New Source to Target experience

info

The new Source to Target experience is currently available only in private preview.

The "Source to Target Rivers" feature in Data Integration simplifies building robust data pipelines. It lets you extract data from a designated source and load it into a target system. This automation facilitates the detection of incoming data structures, and Data Integration generates the corresponding target tables and columns for data storage without manual intervention.

You can connect MySQL/PostgreSQL/Oracle to Snowflake/BigQuery using Data Integration Source to Target Rivers feature. It includes step-by-step instructions for setting up and configuring the source and target, letting you establish seamless data flows between their chosen platforms.

Before you begin

Navigate to the Create River section and select Source to Target River from the available options.

Step 1: set up the data source

In the Source step, you can select the data source from which you ingest data. You can customize the ingestion process using parameters.

Data Integration provides a comprehensive list of supported connectors, letting you choose the appropriate source for your data needs.

Creating a connection

After selecting MySQL, PostgreSQL, or Oracle, you must choose a connector or create a connection. If a connection already exists in the Connections tab, it appears in the drop-down menu. To create a new one, select Add new connection.

note

Test the connection to ensure it is valid before running the River.

Step 2: select data target

In the Target tab, select the Snowflake destination where the source data is loaded. Ensure that the appropriate Snowflake instance matches the data integration requirements. This step configures the destination for the data Flow, ensuring that the source data is directed to the correct Snowflake environment for further processing or analysis.

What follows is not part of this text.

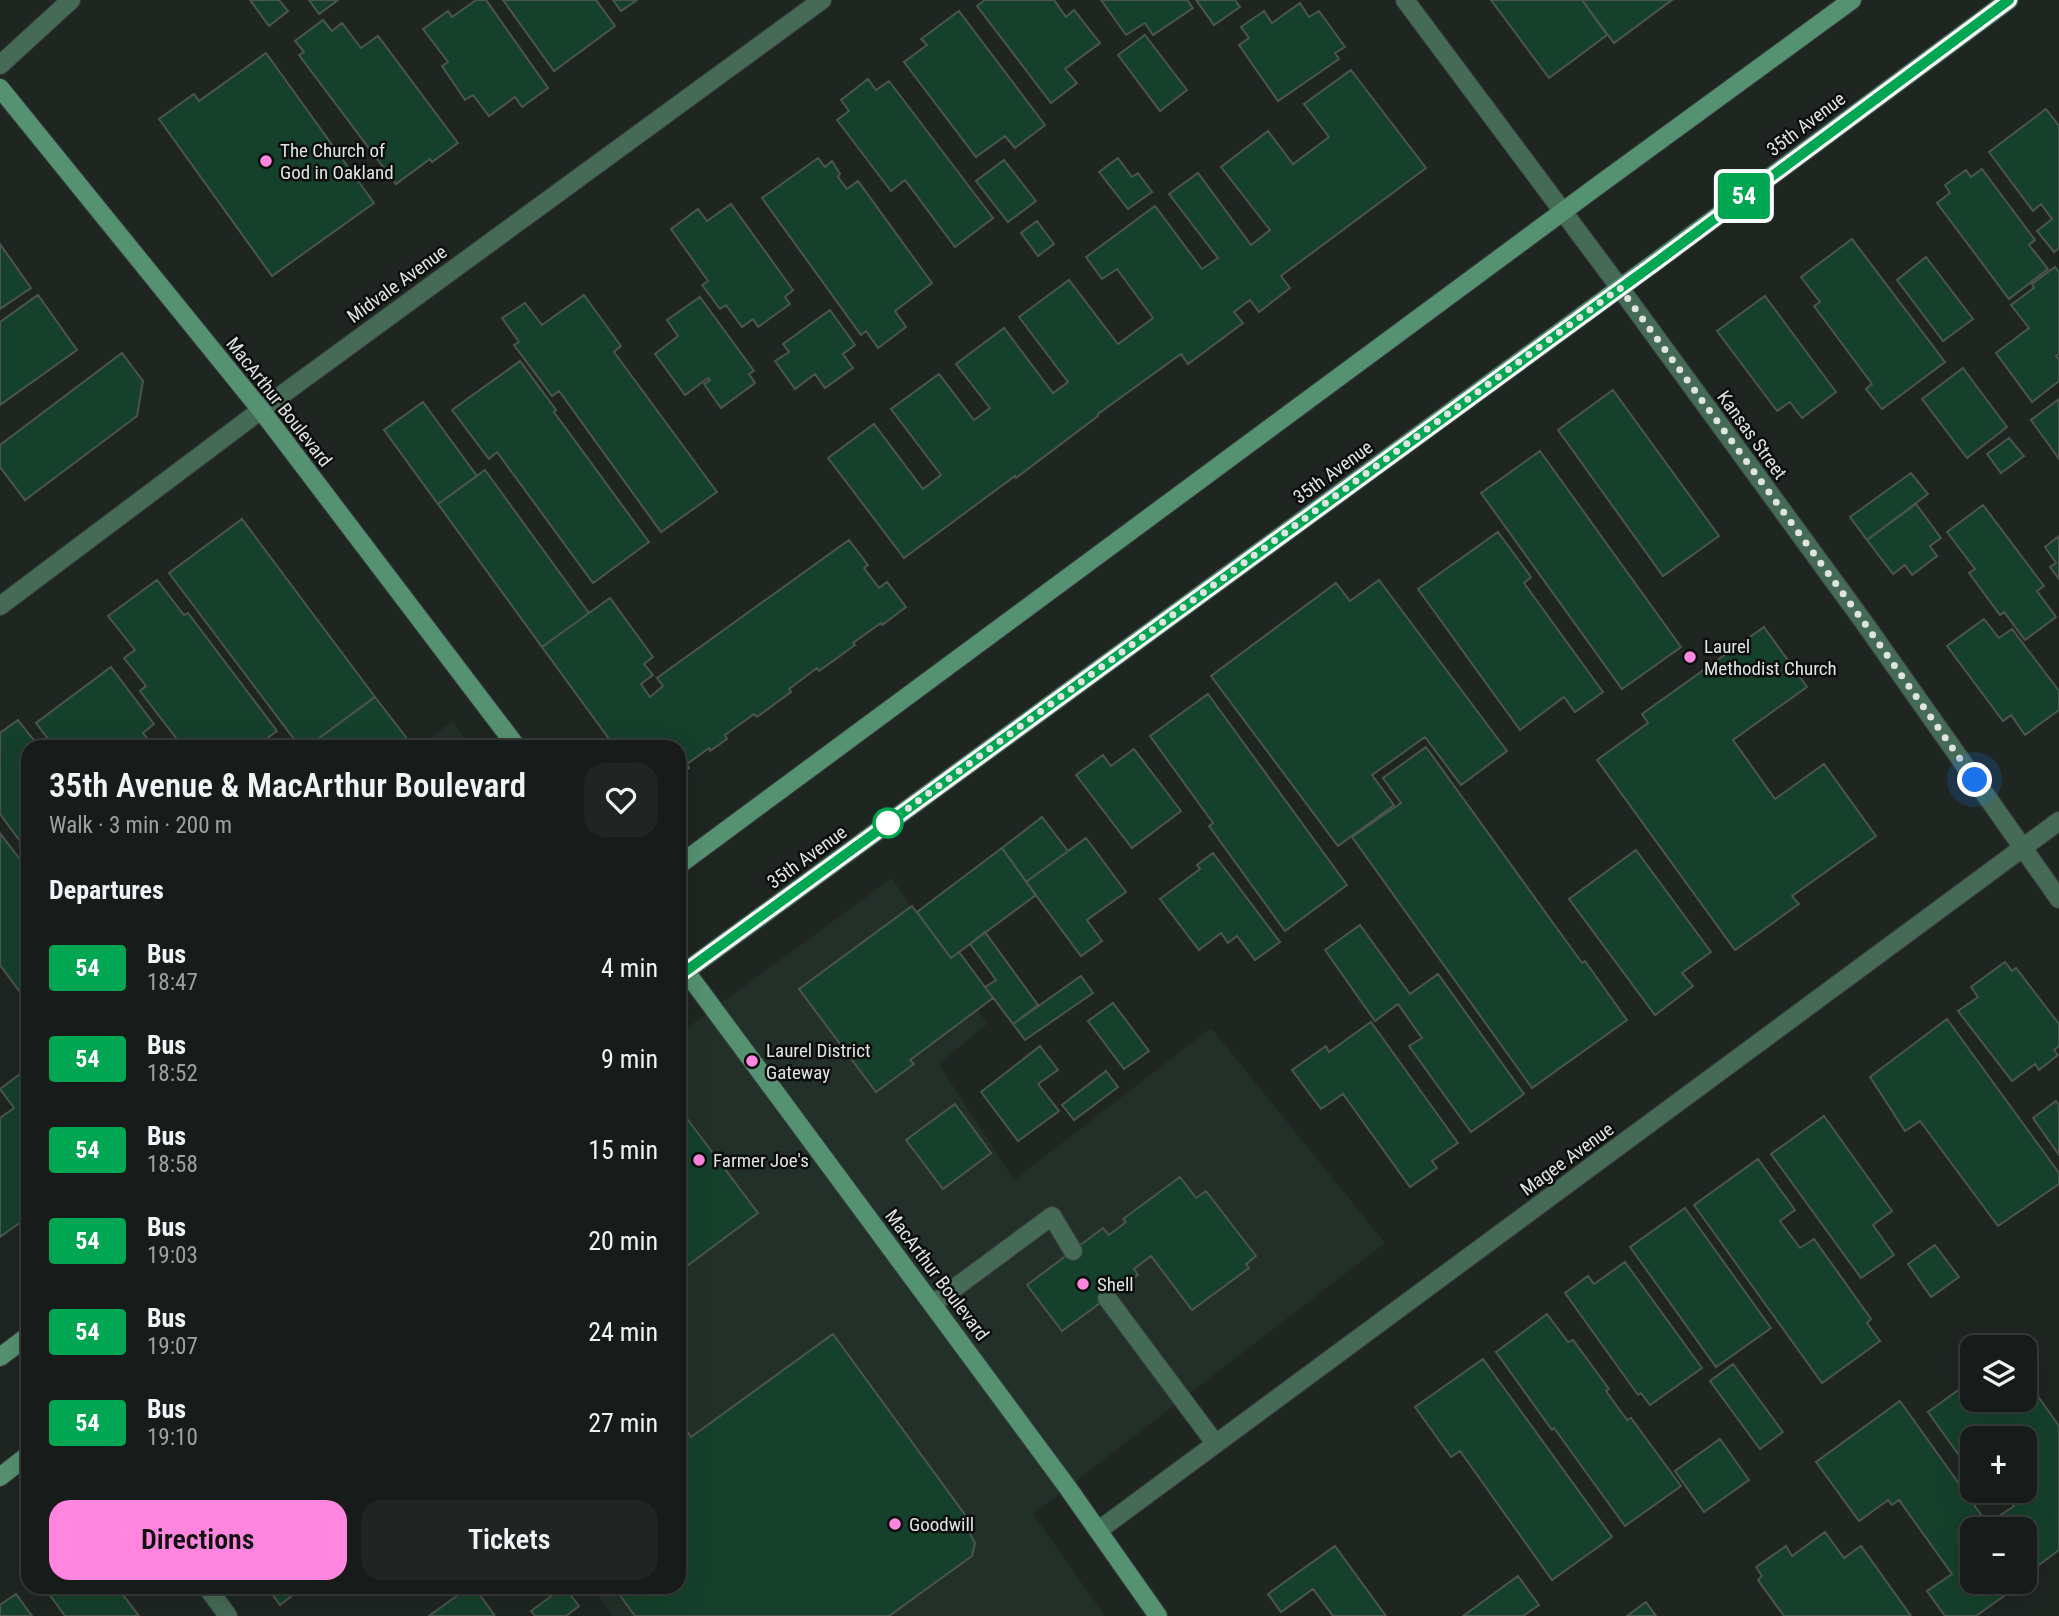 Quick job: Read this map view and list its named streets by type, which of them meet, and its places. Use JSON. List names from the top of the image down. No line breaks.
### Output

Creating a target connection

Select an existing Target connection or create a new one. If the Target is a cloud data warehouse, you must specify the database, schema, and target table where the data is loaded.

Data loading settings

Define a database, schema, and target table, where data from your selected source lands. Data Integration automatically detects the available databases and schemas for you to choose from.

note

In "Snowflake" and "BigQuery", the connection form includes a Default Pre-Populated Values option. You can specify the values you want to work with, and the connection automatically remembers and uses these as the default.

Advanced settings

Data Integration provides a variety of advanced settings specific to Snowflake, letting you manage and customize data handling with precision.

Truncate Columns:
Truncates any VARCHAR values that exceed the defined column length. This prevents data overflow and ensures consistency with the column definition.
Replace Invalid UTF-8 Characters:
Automatically replaces invalid UTF-8 characters with the Unicode replacement character. This ensures that invalid or corrupted characters do not interfere with data processing.
- Replace invalid UTF-8 characters:
  Replaces invalid UTF-8 characters with the Unicode replacement character. This option prevents corrupted characters from disrupting data processing.
Add Data Integration metadata:
When Data Integration metadata is turned on, additional metadata columns are added to the target table in Snowflake.

These include:

River_last_update: Tracks the timestamp of the most recent update.
River_river_id: Identifies the specific River used for the data load.
River_run_id: Stores the unique ID of each run of the River.

You can also use custom expressions to include additional metadata fields beyond the defaults.

Custom File Zone:
Custom File Zone lets you specify a custom file zone for staging files before loading into Snowflake. This option helps manage file storage and properly handle large data files.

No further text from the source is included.